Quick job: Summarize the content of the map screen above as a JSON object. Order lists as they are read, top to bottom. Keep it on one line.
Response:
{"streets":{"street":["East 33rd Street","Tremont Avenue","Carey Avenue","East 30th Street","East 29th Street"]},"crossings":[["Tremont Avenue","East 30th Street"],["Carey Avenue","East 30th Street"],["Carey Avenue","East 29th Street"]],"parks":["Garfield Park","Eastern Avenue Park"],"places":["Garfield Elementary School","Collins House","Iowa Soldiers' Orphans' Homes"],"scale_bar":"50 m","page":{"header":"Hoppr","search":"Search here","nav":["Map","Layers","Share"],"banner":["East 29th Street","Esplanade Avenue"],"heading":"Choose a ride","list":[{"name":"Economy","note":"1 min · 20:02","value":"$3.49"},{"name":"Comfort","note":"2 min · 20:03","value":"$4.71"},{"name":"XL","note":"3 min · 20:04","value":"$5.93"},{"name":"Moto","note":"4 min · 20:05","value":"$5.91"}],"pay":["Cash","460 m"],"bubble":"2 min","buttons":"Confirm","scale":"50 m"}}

::::

Directions for this task ::
Restate the entire listing verbatim.

Result of the exercise ::
Quick job: Summarize the content of the map screen above as a JSON object. Order lists as they are read, top to bottom. Keep it on one line.
Response:
{"streets":{"street":["East 33rd Street","Tremont Avenue","Carey Avenue","East 30th Street","East 29th Street"]},"crossings":[["Tremont Avenue","East 30th Street"],["Carey Avenue","East 30th Street"],["Carey Avenue","East 29th Street"]],"parks":["Garfield Park","Eastern Avenue Park"],"places":["Garfield Elementary School","Collins House","Iowa Soldiers' Orphans' Homes"],"scale_bar":"50 m","page":{"header":"Hoppr","search":"Search here","nav":["Map","Layers","Share"],"banner":["East 29th Street","Esplanade Avenue"],"heading":"Choose a ride","list":[{"name":"Economy","note":"1 min · 20:02","value":"$3.49"},{"name":"Comfort","note":"2 min · 20:03","value":"$4.71"},{"name":"XL","note":"3 min · 20:04","value":"$5.93"},{"name":"Moto","note":"4 min · 20:05","value":"$5.91"}],"pay":["Cash","460 m"],"bubble":"2 min","buttons":"Confirm","scale":"50 m"}}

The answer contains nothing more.